During his speech, Encinas reiterated that the crisis of disappearances that the country is currently experiencing stems from the dirty war and the “misnamed war against drug trafficking “, which was declared during the administration of President Felipe Calderón (2006-2012 ).

He affirmed that despite the approval of the General Law on Forced Disappearance of Persons in November 2017, disappearance committed by individuals and the National Search System, these mechanisms have been inoperative.

“ The truth is that there was no implementation; there was no registry of missing persons; there were no protocols for the search and only eight state commissions operated in very precarious conditions, ” Alejandro Encinas said.

He exalted that after the arrival of the government, the president, Andrés Manuel López Obrador, on December 1, 2018, “very clear signals” have been sent to address this problem.

He affirmed that until that date the Mexican State “abdicated” its responsibilities in matters of disappearance and delegated the search for the disappeared persons to the victims’ families.

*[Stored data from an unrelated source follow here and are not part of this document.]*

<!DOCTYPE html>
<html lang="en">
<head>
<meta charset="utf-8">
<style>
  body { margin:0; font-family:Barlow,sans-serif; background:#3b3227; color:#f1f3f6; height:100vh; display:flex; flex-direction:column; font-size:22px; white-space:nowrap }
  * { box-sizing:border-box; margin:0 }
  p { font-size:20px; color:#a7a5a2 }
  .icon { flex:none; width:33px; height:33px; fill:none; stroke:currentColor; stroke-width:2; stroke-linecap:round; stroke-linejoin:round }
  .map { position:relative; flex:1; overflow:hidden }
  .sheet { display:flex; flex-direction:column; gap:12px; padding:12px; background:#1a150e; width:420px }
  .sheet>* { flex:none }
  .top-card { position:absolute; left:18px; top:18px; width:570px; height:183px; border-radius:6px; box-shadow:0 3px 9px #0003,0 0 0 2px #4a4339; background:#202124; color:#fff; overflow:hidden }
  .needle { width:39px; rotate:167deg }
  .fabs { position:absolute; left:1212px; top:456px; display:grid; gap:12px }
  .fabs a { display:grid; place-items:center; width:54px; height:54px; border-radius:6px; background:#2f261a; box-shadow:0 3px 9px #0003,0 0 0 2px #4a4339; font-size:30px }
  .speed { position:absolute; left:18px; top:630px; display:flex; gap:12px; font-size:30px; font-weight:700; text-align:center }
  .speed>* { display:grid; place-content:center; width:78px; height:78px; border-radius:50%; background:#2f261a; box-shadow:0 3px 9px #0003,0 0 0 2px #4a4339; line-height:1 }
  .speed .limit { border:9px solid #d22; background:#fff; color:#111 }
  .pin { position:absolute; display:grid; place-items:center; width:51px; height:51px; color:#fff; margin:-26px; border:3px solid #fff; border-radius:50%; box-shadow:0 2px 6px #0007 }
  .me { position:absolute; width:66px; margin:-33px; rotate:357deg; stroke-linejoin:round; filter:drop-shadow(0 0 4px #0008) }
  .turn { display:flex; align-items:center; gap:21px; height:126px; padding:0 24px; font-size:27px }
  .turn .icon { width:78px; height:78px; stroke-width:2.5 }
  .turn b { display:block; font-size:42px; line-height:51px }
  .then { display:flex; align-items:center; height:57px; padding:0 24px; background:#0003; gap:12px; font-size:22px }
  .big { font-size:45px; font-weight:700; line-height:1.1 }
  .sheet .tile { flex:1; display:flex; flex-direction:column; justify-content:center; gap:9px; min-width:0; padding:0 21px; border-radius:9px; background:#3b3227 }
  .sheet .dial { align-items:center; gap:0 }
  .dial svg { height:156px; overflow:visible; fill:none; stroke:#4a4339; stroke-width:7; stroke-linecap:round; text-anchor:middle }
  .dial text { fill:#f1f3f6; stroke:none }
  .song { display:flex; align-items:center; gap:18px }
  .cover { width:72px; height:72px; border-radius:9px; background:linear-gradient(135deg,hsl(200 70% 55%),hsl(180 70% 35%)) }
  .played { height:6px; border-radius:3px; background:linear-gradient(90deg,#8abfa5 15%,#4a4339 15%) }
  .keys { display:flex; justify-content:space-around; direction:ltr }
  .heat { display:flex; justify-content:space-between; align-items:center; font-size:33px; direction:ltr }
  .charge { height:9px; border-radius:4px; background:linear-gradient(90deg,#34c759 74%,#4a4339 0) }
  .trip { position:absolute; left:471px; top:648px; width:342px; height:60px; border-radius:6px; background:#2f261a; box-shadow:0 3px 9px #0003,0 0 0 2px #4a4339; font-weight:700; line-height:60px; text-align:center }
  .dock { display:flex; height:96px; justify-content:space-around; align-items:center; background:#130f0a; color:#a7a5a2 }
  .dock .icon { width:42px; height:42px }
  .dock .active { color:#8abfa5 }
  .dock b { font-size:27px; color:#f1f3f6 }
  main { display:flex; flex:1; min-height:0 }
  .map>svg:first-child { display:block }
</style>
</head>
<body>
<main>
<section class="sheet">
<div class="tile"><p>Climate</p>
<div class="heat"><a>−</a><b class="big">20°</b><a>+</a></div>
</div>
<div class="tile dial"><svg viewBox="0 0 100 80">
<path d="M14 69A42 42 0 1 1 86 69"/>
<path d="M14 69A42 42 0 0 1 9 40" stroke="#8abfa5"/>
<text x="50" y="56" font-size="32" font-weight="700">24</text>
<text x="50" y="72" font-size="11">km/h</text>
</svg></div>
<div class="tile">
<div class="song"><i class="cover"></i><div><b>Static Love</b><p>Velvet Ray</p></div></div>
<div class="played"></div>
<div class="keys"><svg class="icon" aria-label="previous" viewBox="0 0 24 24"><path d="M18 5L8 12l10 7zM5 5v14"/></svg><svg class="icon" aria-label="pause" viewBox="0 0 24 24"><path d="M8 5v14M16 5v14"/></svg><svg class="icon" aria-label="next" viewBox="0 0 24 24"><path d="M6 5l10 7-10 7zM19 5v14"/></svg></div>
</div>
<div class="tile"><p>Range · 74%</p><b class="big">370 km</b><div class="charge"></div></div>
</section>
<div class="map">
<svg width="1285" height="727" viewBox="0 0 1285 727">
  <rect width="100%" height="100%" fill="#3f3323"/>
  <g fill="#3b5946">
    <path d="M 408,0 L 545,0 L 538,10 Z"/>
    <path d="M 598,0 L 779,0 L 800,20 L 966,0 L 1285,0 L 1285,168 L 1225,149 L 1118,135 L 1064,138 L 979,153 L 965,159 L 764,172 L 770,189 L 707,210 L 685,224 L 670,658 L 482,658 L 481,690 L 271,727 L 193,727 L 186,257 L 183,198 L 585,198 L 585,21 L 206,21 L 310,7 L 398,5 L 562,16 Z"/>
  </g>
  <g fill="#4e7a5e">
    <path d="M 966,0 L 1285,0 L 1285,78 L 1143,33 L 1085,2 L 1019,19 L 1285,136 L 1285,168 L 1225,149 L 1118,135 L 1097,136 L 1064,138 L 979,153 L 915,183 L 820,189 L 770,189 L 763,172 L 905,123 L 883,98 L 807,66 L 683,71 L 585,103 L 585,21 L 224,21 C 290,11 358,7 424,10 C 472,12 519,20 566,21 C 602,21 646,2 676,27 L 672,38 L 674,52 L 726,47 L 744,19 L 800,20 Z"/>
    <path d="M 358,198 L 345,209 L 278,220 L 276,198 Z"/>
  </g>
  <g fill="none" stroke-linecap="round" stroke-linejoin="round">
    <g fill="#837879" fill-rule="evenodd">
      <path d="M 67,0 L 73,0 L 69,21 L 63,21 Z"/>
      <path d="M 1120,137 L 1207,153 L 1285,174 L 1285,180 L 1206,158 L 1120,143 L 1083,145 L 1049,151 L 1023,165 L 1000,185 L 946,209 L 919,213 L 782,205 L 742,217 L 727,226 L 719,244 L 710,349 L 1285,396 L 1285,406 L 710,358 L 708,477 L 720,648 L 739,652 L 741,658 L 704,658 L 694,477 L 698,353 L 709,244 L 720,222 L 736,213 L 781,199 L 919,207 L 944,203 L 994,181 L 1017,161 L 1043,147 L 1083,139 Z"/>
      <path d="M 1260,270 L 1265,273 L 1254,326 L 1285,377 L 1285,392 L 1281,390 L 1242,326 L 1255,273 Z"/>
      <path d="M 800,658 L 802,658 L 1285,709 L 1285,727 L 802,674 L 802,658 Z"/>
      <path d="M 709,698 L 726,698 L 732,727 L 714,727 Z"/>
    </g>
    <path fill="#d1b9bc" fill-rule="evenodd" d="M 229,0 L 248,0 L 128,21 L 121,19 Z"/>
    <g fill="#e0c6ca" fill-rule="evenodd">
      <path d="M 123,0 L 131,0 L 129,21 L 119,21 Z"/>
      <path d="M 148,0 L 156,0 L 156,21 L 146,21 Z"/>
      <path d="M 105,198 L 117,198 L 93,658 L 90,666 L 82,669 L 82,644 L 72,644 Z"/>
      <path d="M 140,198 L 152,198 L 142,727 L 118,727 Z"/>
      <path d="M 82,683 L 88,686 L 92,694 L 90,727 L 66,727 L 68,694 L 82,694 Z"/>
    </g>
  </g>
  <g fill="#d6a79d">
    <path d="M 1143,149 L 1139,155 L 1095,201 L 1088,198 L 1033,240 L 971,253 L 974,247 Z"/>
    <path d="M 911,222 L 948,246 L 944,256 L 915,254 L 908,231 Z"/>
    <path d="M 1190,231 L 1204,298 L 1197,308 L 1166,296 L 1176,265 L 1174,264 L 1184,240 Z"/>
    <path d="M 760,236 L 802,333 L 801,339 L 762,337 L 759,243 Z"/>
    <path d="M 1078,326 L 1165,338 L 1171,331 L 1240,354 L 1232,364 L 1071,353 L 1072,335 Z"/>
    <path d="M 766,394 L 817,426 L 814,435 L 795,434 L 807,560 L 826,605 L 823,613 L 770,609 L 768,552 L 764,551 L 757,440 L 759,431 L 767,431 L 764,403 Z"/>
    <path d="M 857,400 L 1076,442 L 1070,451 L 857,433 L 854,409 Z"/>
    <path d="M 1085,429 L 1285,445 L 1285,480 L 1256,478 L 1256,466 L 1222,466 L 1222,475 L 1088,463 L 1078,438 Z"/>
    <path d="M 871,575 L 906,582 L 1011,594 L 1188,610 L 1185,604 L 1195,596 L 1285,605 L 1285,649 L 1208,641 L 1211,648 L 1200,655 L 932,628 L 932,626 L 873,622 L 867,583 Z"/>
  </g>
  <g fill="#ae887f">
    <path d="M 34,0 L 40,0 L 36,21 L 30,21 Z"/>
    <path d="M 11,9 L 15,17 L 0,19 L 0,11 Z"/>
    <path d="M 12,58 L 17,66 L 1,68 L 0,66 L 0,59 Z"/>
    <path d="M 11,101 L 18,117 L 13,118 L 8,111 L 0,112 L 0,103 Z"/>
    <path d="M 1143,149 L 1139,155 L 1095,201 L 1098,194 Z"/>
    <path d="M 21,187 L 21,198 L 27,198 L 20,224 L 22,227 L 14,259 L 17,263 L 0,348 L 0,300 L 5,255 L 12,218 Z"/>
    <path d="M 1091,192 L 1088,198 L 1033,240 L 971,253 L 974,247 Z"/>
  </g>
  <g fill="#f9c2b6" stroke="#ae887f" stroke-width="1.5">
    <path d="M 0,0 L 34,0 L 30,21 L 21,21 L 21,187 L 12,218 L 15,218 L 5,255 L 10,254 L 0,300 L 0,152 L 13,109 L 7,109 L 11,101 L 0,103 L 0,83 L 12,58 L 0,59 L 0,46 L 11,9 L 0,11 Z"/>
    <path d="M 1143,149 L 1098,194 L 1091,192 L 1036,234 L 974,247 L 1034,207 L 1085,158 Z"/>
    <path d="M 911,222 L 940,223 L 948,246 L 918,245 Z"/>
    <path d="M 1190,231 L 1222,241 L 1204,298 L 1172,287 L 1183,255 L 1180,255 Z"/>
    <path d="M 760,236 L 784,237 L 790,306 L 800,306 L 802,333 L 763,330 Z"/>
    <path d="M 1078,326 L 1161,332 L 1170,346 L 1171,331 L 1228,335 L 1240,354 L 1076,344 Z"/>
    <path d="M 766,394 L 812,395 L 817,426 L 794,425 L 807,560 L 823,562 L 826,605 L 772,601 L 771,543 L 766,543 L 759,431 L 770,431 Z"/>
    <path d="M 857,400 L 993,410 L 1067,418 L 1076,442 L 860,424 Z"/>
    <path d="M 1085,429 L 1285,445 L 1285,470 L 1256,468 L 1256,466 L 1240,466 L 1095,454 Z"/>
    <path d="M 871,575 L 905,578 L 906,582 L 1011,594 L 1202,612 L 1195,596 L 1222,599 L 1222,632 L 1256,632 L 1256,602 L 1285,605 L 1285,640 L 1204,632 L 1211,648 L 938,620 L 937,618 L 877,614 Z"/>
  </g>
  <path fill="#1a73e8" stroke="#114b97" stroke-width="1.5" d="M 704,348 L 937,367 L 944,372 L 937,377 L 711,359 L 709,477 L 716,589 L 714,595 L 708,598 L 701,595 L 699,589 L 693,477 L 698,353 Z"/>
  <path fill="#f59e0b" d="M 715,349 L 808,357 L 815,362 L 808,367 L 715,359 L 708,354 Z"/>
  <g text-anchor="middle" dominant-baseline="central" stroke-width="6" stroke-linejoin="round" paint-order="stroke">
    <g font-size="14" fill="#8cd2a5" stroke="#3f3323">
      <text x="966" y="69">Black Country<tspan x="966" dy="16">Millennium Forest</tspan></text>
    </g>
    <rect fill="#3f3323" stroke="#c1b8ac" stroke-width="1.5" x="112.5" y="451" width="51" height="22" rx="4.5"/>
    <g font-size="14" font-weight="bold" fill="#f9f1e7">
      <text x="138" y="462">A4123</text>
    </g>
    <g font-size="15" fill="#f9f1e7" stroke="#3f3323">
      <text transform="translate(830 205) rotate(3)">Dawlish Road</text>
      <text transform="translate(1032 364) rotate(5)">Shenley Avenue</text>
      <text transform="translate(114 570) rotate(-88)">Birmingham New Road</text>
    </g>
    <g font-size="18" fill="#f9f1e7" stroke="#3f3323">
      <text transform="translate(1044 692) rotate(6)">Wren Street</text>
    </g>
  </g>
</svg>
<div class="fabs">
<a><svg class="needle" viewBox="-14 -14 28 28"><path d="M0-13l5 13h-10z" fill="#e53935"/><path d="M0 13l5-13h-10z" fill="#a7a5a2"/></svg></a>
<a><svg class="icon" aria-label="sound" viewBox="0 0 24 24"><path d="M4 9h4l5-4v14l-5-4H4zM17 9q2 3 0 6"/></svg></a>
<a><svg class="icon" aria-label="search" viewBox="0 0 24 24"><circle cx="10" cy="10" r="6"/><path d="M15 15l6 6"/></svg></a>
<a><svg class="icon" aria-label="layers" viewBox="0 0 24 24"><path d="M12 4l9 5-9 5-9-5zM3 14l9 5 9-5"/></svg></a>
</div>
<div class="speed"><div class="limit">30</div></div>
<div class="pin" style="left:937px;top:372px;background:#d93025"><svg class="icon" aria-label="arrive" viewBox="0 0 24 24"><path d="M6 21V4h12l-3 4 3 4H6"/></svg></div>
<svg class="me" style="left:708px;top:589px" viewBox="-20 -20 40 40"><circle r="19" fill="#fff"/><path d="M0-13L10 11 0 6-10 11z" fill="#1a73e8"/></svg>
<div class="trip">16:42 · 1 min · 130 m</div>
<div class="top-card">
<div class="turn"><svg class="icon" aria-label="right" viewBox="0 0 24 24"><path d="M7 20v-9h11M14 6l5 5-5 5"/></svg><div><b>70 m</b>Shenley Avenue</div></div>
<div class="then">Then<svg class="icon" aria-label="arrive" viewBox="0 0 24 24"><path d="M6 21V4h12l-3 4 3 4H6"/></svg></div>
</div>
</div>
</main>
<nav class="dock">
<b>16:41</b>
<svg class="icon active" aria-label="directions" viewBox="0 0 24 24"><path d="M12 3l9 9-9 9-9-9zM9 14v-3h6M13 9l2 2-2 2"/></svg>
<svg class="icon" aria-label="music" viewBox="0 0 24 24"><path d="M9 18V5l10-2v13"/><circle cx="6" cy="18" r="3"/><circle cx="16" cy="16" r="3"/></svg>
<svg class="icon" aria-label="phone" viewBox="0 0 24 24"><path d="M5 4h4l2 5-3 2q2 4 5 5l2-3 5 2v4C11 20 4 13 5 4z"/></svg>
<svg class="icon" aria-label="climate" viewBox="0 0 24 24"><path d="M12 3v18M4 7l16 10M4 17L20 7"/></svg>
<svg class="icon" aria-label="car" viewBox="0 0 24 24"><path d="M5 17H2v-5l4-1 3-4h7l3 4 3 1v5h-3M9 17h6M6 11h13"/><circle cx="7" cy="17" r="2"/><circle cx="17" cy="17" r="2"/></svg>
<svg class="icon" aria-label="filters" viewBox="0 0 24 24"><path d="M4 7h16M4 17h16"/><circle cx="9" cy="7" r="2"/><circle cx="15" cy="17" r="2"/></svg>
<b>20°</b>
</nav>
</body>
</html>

However, he stressed that the current Government has taken a turn in the approach to the problem, such as the issuance of a decree to design a strategy to clarify the disappearance of the students of Ayotzinapa and recently the creation of the Truth Commission related to the Dirty War that took place in Mexico between 1965 and 1990.

In addition, he said that the National Search System was reinstated, with which 2,300 days of searching for missing persons have been carried out, in addition to the creation of approved search protocols, and additional protocols for children and adolescents.

Likewise, the National Registry of Disappeared and Unlocated Persons was created and 1,200 million pesos (about 58 million dollars) have been allocated to strengthen the state search commissions.

In addition to this, the Table for Missing Migrants was installed; regional centers for human identification were created in Coahuila and San Luis Potosí; and mobile forensic laboratories were provided in Sonora.

He praised the progress in the searches of clandestine graves that have allowed recovered bodies and the installation of the 32 state search commissions.

Villa Quintana described the visit to Mexico for the next two weeks as historic, not only because the country has opened itself to the scrutiny of the Committee, but because it is the first visit that this body has made at the international level 11 years after its creation.

“We very much welcome the willingness of the Mexican State to receive this visit requested since 2013. It is a sign of the will of the Mexican State to open itself to international scrutiny,” he said.

And he recalled that in these two weeks the group will visit 12 states, where it will meet with authorities and relatives of the victims, with which it seeks to collaborate constructively with the Mexican State in order to advance in the prevention of forced disappearances and the fight against impunity.

Finally, he said that at the end of the visit, on November 26, they will offer a brief press conference, but the report on the situation in Mexico will be given at the next Committee session between March and April 2022.